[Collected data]
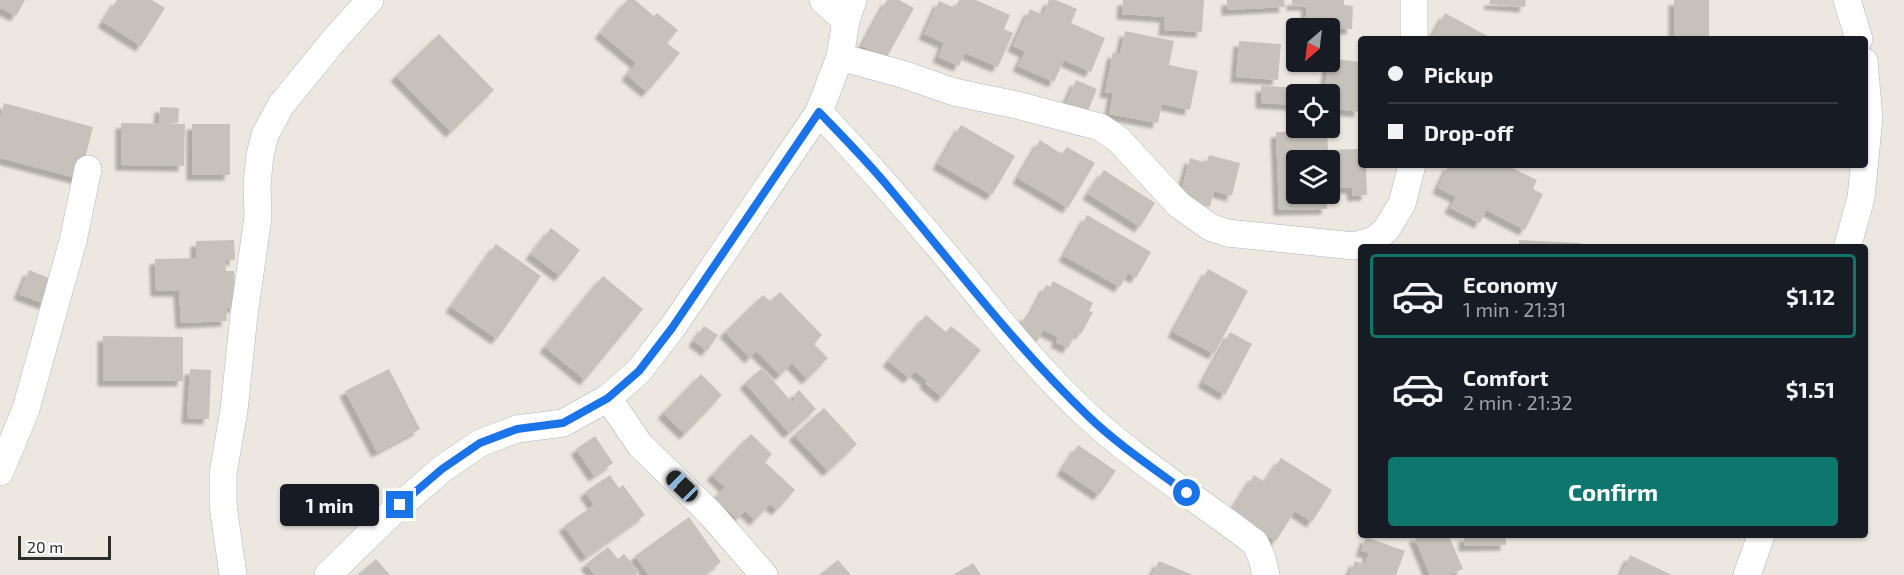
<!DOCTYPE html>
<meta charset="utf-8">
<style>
:root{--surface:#171b24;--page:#242831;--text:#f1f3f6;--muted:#9ea1a6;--line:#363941;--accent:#0f766e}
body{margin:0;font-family:"Exo 2",sans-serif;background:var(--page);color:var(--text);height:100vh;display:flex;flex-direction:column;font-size:22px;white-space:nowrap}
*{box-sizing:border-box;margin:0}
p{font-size:20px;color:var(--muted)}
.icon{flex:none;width:33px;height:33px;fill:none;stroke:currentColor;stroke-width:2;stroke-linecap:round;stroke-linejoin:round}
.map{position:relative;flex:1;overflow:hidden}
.drawer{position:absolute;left:1358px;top:244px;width:510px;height:294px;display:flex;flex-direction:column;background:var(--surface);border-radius:6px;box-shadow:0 2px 4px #0004}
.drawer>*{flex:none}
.hud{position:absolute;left:1358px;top:36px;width:510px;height:132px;border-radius:6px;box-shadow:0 2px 4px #0004;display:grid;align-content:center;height:132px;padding:0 30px;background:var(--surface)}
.needle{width:39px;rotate:208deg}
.buttons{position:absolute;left:1286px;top:18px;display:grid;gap:12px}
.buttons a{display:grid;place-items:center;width:54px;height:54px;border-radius:6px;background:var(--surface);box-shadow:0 2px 4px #0004;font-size:30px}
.scale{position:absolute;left:18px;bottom:15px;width:93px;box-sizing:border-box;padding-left:6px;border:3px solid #2c2c2c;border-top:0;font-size:16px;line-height:21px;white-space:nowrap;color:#2c2c2c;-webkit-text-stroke:4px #fff;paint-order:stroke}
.end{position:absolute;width:27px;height:27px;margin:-14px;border:8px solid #1a73e8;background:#fff;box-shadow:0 0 0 3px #fff}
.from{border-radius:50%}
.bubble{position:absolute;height:42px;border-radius:6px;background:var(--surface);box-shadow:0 2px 4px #0004;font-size:20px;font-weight:700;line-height:42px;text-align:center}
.car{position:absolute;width:18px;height:36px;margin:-18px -9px;border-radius:8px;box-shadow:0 0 4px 2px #0007;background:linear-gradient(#222 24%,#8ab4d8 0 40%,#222 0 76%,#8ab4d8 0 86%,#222 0)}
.hud b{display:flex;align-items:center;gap:21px;height:57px;font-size:22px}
.hud b+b{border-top:2px solid var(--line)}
.hud i{width:15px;height:15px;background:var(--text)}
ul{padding:10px 0 0;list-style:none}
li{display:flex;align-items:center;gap:18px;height:84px;margin:0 12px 9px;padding:0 18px;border:3px solid transparent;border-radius:6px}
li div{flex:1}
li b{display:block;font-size:22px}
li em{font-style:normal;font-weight:700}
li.on{border-color:var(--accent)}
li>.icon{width:54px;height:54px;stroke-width:1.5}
.primary-button{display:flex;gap:12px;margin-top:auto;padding:12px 30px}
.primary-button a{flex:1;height:69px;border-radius:6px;background:var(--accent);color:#fff;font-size:24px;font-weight:700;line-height:69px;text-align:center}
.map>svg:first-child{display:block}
</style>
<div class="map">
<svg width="1904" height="575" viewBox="0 0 1904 575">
<defs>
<filter id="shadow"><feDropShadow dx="-5.5" dy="5.5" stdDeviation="1.5" flood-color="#0004"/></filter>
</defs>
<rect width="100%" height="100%" fill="#ede8df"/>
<g fill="#c6c2ba" filter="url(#shadow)">
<path d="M0,0H25L16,16L0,8Z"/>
<path d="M117,0H152L165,8L141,46L103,22Z"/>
<path d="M627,0H635L654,16L657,13L678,30L667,43L680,53L647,92L627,75L636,63L600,33Z"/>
<path d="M887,0H899L914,8L886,59L862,46Z"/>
<path d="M959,0H976L1010,15L1004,29L1013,33L998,67L965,53L959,66L938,57L944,43L924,34L939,1L955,8Z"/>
<path d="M1049,0H1056L1077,9L1071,23L1105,38L1091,72L1064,60L1054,82L1018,66L1025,52L1013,46L1030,9L1043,15Z"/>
<path d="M1123,0H1204L1202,32L1164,30L1165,17L1122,14Z"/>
<path d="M1227,0H1284L1285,7L1227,10Z"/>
<path d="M1292,0H1344V5L1353,6L1352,29L1305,26L1307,5H1292Z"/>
<path d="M1490,0H1526L1525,7L1489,4Z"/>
<rect x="1674" y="0" width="35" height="39"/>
<path d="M1445,13L1493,39H1431Z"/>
<path d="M1125,31L1174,41L1169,65L1198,71L1190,110L1162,104L1158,123L1109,114L1113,93L1105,92L1113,52L1120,54Z"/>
<path d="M439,34L494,90L451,132L396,76Z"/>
<path d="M1239,41L1281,44L1278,80L1236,77Z"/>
<path d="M1329,58L1360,62V112L1329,108V94H1324Z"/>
<path d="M1076,80L1097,89L1087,113L1065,105Z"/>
<path d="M1261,86L1305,88V94H1296V105L1261,103Z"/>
<path d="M4,103L93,127L80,179L0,158V120Z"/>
<path d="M160,107L179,108L178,123L159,122Z"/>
<path d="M121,123L185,124L184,166L121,165Z"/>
<rect x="192" y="124" width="38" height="51"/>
<path d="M961,125L1015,156L992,195L938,164Z"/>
<path d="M1327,131L1328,150L1360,149V165H1366L1367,195L1353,196L1352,188H1329V160H1296V194H1327V209L1279,210L1276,132Z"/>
<path d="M1040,140L1062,154L1067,147L1095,163L1068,208L1018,178Z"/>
<path d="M1209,155L1240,163L1232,196L1214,191L1210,207L1179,199L1190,158L1206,163Z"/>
<path d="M1449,165H1480L1484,167L1485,165H1506L1537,180L1533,189L1543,194L1525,230L1486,210L1480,223L1450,208L1456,197L1438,188Z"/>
<path d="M1104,170L1155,203L1140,227L1088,194Z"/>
<path d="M1087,215L1151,252L1136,278L1128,273L1120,287L1064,256Z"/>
<path d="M551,228L580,250L560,276L531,254Z"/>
<path d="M234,240L235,260H225L226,271H234L236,307L226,308L227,321L181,323L179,291H156L155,259L196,258V241Z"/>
<path d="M1519,240L1581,243V248H1519Z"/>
<path d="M496,244L541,276L497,339L451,307Z"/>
<path d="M1208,269L1248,291L1214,354L1173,332Z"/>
<path d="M29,270L54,280L45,304L19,294Z"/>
<path d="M603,276L643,309L585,380L545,347Z"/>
<path d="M1053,281L1093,303L1089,311L1093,312L1081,334L1077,332L1068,348L1056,342L1058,337L1043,330L1037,342L1017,332L1027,314L1030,316L1046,285L1050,287Z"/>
<path d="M780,292L822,335L814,344L828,358L807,379L792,363L780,375L756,351L750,358L725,332L763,295L770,301Z"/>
<path d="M926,315L946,332L951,326L981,350L942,397L925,383L927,381L915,371L909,378L888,361Z"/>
<path d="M704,326L718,335L707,351L694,341Z"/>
<path d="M1230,332L1252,344L1225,395L1203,382Z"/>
<path d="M103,336L183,337V381H103Z"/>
<path d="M762,368L792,402L796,398L794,395L799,390L816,409L789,433L745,383Z"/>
<path d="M190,369L211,370L209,419L187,418Z"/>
<path d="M389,369L420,429L377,452L345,391Z"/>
<path d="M701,374L722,395L685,434L663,413Z"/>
<path d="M824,408L857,444L828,471L794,435Z"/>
<path d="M751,434L772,454L765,462L795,490L777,510L770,504L755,520L745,511L737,519L715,498L725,487L712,475Z"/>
<path d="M595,436L613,463L594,476L576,449Z"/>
<path d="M1078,445L1116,471L1099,495L1062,470Z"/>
<path d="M1281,458L1332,490L1312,522L1295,511L1276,541L1230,513L1254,475L1265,482Z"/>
<path d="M610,475L619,488L623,485L645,515L586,557L564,526L594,505L585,492Z"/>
<path d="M689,517L721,562L704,575H649L635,556Z"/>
<path d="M1414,536H1449L1463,569L1448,575H1430Z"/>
<path d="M1464,536H1506V545L1464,546Z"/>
<path d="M1366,537L1405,551L1396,575H1349L1355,561L1365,564L1369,553L1361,551Z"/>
<path d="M608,547L618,559L624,554L639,572L635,575H595L586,564Z"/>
<path d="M1630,555L1672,575H1621Z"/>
<path d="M376,559L390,575H358Z"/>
<path d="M838,560L851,575H819Z"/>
<path d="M1159,561L1193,575H1152Z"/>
<path d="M973,563L981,575H953Z"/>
</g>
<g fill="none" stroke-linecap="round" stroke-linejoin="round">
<g stroke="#b2b3bf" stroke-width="28">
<g id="minor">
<path d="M823,0L846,21"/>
<path d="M1414,0V39"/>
<path d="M1847,0L1859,39"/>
<path d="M840,57L902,74L954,92L1017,105L1100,127L1119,140L1179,205L1210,227L1227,233L1354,246L1374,240L1386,230L1402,204L1412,165"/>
<path d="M819,112C866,162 911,213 955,266C997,318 1039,371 1088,416C1140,464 1200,500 1255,543L1262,558L1266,575"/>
<path d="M1847,248L1861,198L1869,118L1864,61"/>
<path d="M608,398L640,445L710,513L764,575"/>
<path d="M0,472L26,409L73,241L88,169"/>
<path d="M233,575L223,505V474L234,410L244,315L258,217L257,184L260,155L265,135L281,105L335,39L370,0"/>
<path d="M328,575L386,518L442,469L480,443L517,429L563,423L608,398L639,371L672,328L819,112L840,57L846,21L853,0"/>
<path d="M1747,575L1761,536"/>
</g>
</g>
<use href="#minor" stroke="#fff" stroke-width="27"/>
</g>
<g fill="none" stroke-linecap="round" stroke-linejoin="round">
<path stroke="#1a73e8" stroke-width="8" d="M400,505L442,469L480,443L517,429L563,423L608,398L639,371L672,328L819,112C843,137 868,162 890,189C954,265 1015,346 1087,415C1117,444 1153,468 1187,493"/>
</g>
</svg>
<div class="buttons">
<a><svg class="needle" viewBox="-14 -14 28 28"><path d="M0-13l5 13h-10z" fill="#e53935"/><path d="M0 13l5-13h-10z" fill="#9ea1a6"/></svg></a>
<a><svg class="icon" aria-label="locate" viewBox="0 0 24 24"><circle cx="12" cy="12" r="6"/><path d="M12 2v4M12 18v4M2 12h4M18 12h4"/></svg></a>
<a><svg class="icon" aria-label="layers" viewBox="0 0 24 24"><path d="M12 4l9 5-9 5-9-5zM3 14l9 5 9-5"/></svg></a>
</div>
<div class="scale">20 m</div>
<i class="end from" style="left:1187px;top:493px"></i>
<i class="end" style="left:400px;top:505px"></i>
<div class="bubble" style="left:280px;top:484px;width:99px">1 min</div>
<i class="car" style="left:682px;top:486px;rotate:314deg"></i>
<div class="hud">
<b><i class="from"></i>Pickup</b>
<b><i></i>Drop-off</b>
</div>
<section class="drawer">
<ul>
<li class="on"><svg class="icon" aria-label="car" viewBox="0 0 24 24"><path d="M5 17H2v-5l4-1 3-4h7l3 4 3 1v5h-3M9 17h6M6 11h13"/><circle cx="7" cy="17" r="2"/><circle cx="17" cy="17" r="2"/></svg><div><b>Economy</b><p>1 min · 21:31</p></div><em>$1.12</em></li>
<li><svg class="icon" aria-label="car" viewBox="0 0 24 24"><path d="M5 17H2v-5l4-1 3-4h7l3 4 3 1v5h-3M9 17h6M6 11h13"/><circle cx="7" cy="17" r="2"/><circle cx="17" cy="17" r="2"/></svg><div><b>Comfort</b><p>2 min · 21:32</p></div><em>$1.51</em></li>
</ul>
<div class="primary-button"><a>Confirm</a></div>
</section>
</div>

**ASSIGNED TASK**
Your reply should hold every line from the data that contains "sizing", copied in full.

**RESULT**
*{box-sizing:border-box;margin:0}
.scale{position:absolute;left:18px;bottom:15px;width:93px;box-sizing:border-box;padding-left:6px;border:3px solid #2c2c2c;border-top:0;font-size:16px;line-height:21px;white-space:nowrap;color:#2c2c2c;-webkit-text-stroke:4px #fff;paint-order:stroke}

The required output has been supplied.